Citrus Salad
Serves 4
30 minutes or fewer
Look for stunningly red-fleshed blood oranges, which are just coming into season, to make this salad.
DRESSING
- 2 Tbs. agave syrup
- 1 ½ Tbs. lime or lemon juice
- 1 Tbs. low-sodium soy sauce
- ½ tsp. salt
- ¼ tsp. red pepper flakes
SALAD
- 2 oranges or blood oranges
- 1 grapefruit
- ½ cup coarsely chopped arugula
- 1 shallot, peeled, thinly sliced crosswise, and loosened into strands (¼ cup)

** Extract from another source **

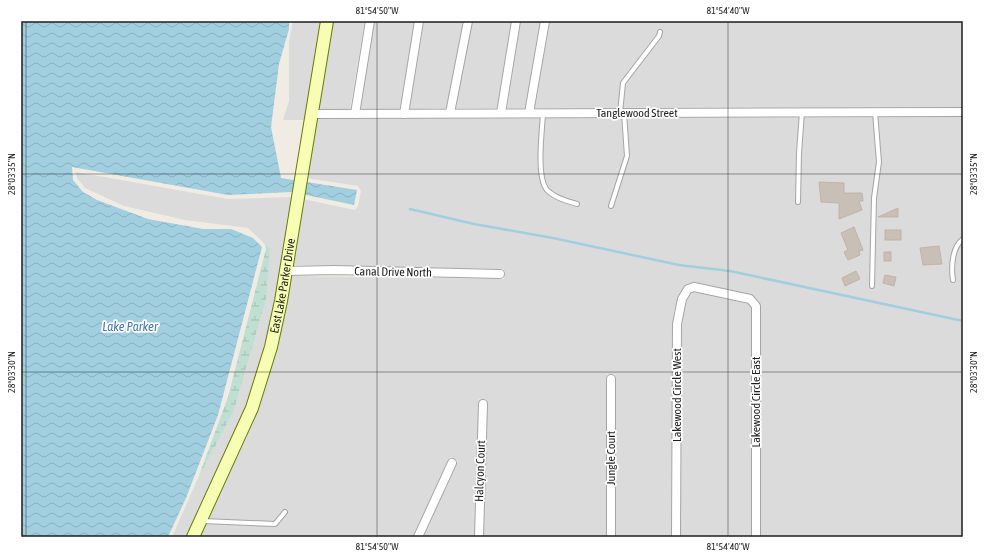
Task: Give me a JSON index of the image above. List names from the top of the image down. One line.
{"streets":{"street":["Tanglewood Street","Canal Drive North","East Lake Parker Drive","Lakewood Circle West","Lakewood Circle East","Jungle Court","Halcyon Court"]},"crossings":[["Tanglewood Street","East Lake Parker Drive"],["Canal Drive North","East Lake Parker Drive"],["Lakewood Circle West","Lakewood Circle East"]],"water":["Lake Parker"],"coordinates":["81°54'50\"W","81°54'40\"W","28°03'35\"N","28°03'30\"N"]}
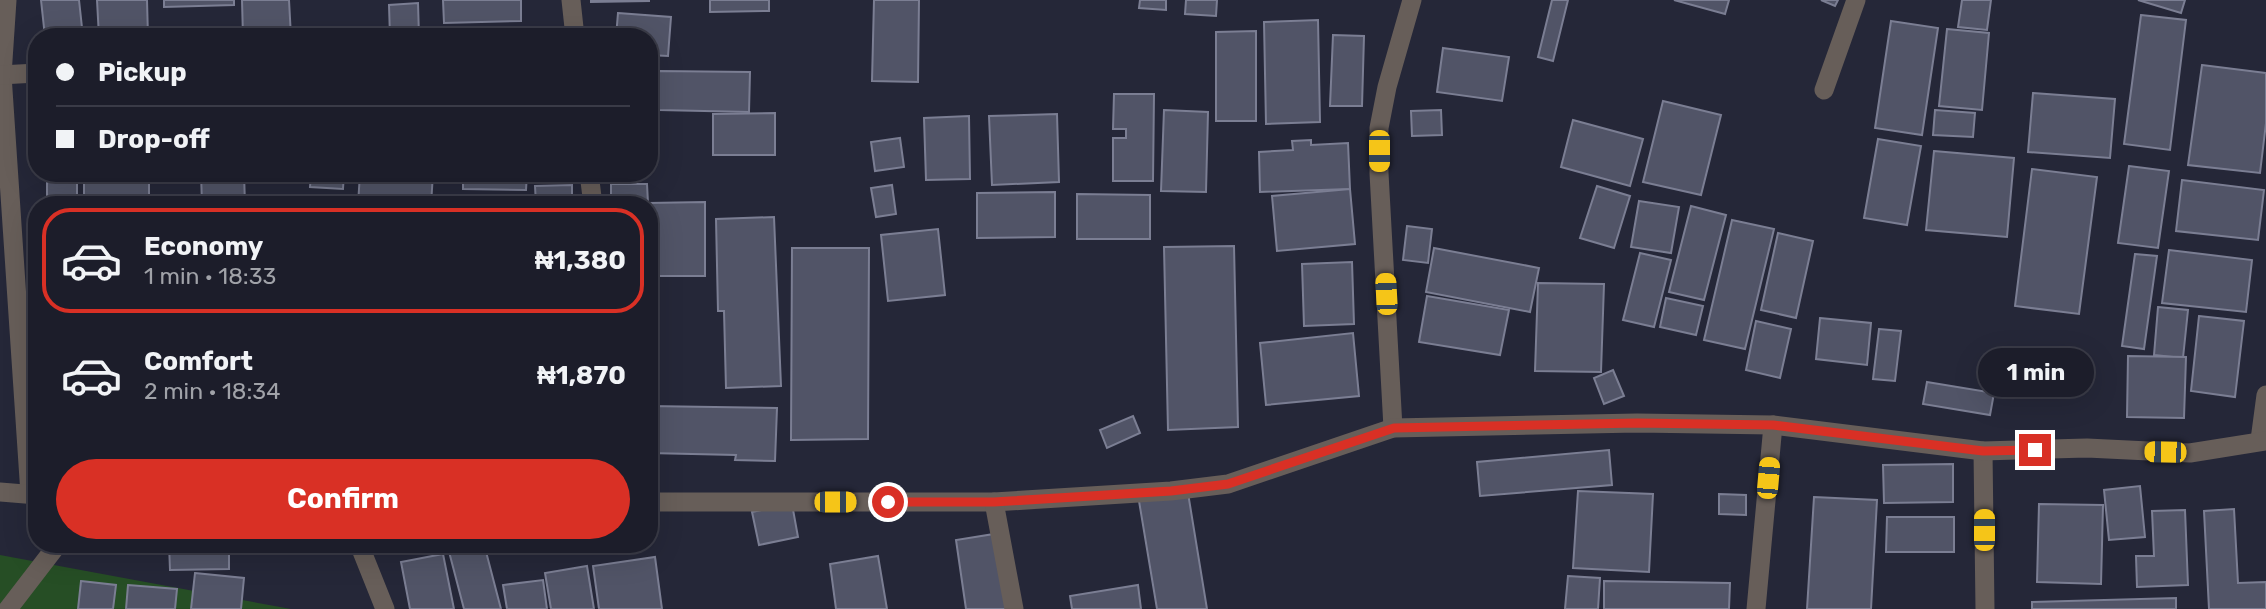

- 1 Tbs. coarsely chopped mint leaves
- 2 Tbs. crushed roasted peanuts or dry-roasted almond slivers, for garnish
- 1 Tbs. toasted sesame seeds, for garnish
To make Dressing:
1. Mix all ingredients together in bowl. Taste for balance of sweet, sour, salty, and spicy, adjusting seasonings as necessary. Set aside.
To make Salad:
2. Slice ends off oranges and grapefruit. Stand fruit on cutting board, and slice away skin and pith from outside with knife. Cut fruit segments from membranes, and transfer to bowl; toss lightly with arugula, shallot, and mint. Toss with Dressing. Serve garnished with peanuts and sesame seeds.
January 2010 p.75
I've made this twice in as many days, even though it takes a while to cut the citrus away from the membranes. It is totally worth it. First time I used grapefruit, tangerines and pomelo. Second time just grapefruit and pomelo. The bitter citrus with arugula, chopped almonds and savory dressing are out of this world!